**ASSIGNED TASK**
Out of the data below, copy every line with the string "gradient".

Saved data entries
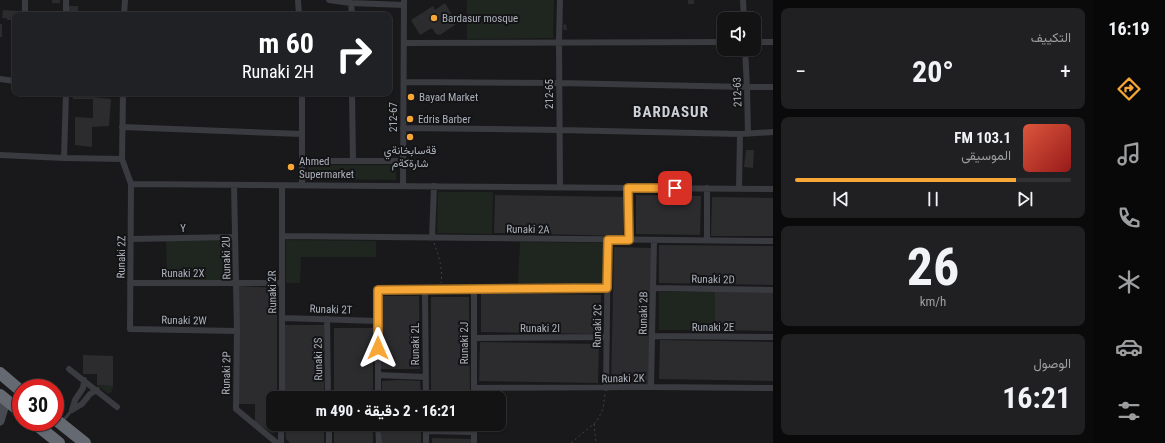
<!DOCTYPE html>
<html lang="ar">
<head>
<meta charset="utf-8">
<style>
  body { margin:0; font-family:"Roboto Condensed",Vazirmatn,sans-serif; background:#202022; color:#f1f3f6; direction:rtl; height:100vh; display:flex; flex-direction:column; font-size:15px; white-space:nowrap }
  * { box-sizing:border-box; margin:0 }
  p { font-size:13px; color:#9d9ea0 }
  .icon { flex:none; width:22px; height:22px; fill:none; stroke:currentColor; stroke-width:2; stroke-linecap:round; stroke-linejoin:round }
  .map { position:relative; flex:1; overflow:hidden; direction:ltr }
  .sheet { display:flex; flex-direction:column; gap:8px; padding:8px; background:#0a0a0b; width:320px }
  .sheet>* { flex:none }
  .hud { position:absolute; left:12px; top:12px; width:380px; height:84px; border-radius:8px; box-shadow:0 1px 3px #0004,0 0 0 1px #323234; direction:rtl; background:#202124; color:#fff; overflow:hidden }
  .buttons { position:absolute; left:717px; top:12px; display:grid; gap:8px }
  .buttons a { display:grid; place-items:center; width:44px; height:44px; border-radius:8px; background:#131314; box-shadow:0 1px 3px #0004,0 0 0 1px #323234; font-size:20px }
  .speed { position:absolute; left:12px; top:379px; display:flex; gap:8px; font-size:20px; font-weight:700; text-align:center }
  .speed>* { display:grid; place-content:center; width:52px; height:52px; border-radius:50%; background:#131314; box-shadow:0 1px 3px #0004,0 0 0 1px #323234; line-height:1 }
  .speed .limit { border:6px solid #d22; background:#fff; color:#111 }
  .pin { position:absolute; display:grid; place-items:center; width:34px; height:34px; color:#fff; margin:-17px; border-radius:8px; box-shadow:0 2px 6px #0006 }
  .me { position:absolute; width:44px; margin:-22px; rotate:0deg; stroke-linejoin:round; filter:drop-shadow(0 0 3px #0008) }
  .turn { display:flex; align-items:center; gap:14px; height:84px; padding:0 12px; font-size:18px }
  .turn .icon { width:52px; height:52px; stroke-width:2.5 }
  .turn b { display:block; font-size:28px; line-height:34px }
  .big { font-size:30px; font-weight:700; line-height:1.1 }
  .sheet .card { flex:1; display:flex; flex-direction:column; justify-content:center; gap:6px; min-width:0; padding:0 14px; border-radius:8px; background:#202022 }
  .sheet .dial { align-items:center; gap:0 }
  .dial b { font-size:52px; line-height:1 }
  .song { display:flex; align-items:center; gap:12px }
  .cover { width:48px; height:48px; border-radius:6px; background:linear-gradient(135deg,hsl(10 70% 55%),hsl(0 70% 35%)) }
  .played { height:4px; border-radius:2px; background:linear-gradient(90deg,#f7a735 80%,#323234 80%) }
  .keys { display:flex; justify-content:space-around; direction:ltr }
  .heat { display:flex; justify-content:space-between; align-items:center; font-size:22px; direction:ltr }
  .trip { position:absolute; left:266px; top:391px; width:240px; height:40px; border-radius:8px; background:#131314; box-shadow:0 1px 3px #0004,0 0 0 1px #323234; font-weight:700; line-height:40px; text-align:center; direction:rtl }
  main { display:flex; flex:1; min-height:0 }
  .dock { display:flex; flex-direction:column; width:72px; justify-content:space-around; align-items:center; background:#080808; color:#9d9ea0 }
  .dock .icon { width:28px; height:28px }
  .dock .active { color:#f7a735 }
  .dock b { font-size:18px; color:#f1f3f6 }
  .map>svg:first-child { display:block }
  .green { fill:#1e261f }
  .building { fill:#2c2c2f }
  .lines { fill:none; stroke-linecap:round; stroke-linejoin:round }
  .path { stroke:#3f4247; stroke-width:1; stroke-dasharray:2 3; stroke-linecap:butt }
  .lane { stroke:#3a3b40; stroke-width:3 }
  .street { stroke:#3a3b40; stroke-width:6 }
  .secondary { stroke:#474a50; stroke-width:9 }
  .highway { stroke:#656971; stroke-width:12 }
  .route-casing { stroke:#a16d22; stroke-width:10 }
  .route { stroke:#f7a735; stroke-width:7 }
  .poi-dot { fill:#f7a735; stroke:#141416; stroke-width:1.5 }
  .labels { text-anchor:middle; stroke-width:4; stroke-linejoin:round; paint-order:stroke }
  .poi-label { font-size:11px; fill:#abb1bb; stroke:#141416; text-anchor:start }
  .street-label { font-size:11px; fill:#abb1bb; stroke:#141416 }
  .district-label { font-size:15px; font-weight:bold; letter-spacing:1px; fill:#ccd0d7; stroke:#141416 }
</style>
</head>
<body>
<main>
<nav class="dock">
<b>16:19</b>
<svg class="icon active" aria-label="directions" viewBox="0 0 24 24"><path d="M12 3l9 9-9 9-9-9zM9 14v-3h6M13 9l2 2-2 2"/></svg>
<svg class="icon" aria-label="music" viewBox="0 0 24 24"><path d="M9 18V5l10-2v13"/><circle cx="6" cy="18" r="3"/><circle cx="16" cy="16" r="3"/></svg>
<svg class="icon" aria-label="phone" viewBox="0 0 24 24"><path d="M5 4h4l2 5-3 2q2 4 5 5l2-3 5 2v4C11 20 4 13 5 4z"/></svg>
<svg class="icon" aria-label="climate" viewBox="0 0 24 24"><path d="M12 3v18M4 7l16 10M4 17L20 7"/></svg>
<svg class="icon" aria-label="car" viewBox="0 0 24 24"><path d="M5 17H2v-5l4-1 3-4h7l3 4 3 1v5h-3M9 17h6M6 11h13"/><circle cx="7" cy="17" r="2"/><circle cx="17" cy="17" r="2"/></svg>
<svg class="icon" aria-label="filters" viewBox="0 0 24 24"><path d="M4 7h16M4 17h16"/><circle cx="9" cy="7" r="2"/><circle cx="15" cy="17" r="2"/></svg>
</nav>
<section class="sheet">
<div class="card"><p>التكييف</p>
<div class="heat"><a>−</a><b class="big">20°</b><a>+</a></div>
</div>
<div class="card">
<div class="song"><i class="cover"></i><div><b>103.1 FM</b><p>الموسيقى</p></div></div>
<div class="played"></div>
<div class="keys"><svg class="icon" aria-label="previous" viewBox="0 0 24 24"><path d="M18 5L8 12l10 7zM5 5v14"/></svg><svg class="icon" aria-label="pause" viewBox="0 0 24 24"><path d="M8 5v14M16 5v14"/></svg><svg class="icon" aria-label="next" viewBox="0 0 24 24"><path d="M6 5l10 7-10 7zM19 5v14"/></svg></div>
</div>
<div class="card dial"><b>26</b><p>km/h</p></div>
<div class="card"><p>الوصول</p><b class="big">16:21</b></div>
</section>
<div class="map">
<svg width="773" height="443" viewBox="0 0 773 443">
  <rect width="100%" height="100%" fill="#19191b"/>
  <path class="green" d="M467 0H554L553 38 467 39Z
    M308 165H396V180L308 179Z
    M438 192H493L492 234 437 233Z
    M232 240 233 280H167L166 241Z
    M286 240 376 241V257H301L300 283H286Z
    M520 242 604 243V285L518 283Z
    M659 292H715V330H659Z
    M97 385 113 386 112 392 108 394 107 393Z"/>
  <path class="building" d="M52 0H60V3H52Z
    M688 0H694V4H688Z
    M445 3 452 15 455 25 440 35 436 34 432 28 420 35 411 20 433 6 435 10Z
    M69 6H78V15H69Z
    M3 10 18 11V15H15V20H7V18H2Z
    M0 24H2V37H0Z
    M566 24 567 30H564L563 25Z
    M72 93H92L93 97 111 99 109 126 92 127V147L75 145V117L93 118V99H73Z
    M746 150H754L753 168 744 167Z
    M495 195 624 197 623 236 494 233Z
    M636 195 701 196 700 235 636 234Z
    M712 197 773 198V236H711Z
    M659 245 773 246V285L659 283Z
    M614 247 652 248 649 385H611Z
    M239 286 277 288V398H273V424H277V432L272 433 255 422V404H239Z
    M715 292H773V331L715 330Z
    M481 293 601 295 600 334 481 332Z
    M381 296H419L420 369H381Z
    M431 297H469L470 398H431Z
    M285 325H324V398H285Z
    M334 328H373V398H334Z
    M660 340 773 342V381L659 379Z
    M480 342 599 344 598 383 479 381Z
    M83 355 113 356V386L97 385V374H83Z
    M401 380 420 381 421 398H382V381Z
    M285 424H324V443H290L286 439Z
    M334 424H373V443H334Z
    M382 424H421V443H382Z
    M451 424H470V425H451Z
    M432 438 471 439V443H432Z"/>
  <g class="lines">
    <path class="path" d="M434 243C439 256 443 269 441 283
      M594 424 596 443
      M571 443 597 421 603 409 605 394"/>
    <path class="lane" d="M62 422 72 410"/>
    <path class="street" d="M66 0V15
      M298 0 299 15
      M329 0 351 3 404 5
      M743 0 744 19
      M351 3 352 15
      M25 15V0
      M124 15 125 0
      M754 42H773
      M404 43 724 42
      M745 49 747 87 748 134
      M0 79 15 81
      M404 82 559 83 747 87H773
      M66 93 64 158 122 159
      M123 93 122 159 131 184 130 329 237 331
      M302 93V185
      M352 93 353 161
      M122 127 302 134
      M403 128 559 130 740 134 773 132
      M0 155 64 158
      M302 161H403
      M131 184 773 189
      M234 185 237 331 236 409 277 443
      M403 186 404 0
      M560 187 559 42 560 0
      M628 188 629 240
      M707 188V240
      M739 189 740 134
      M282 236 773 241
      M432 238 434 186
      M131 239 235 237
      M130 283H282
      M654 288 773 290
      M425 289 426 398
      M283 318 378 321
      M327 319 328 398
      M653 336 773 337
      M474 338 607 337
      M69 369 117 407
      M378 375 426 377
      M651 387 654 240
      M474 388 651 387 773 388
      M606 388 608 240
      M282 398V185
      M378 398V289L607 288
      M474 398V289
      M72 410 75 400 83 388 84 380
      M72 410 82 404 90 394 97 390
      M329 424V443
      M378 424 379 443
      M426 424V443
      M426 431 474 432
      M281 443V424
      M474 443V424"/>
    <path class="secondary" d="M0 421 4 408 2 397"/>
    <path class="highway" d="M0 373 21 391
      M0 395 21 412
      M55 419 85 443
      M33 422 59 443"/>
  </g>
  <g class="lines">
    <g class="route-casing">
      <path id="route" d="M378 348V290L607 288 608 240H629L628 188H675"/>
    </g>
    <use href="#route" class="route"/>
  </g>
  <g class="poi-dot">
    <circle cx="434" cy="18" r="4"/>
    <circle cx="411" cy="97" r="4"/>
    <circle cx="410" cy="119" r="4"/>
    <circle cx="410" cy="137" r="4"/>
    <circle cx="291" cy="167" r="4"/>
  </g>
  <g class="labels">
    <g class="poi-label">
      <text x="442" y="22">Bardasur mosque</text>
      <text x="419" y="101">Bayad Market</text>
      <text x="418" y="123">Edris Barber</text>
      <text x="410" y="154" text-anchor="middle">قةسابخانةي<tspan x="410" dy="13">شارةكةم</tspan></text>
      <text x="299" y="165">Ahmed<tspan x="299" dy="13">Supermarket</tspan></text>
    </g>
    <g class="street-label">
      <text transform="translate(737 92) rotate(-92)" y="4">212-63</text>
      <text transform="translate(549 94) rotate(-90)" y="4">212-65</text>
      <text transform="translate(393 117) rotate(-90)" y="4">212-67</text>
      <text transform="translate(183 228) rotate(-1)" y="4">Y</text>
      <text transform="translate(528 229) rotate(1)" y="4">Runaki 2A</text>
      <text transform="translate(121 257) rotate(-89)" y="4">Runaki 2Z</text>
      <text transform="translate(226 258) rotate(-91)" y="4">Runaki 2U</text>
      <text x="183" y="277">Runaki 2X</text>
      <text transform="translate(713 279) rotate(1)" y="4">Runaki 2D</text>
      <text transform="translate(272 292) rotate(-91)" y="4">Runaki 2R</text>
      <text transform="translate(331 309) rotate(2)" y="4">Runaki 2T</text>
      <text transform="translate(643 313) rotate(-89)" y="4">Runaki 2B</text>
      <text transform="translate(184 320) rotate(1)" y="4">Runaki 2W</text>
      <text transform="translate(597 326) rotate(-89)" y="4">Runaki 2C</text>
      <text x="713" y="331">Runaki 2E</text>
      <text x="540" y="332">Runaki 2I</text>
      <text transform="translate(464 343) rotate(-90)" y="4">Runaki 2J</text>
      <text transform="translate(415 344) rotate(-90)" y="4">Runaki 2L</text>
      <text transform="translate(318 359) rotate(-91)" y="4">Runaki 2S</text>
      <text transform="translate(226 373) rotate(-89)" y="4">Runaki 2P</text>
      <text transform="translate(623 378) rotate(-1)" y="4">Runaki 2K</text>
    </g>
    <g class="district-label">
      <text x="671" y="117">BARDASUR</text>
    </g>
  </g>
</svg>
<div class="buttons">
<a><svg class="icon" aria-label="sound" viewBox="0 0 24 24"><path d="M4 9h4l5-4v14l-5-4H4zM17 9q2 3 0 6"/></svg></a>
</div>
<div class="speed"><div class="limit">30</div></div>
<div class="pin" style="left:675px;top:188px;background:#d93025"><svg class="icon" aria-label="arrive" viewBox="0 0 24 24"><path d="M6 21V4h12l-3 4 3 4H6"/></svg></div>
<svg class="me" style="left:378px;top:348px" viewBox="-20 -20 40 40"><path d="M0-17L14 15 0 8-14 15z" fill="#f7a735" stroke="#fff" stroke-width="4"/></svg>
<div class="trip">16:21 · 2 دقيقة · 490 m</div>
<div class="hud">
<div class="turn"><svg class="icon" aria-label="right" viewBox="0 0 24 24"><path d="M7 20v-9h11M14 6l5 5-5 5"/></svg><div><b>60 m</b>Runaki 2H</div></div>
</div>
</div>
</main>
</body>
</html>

**WRITTEN SOLUTION**
  .cover { width:48px; height:48px; border-radius:6px; background:linear-gradient(135deg,hsl(10 70% 55%),hsl(0 70% 35%)) }
  .played { height:4px; border-radius:2px; background:linear-gradient(90deg,#f7a735 80%,#323234 80%) }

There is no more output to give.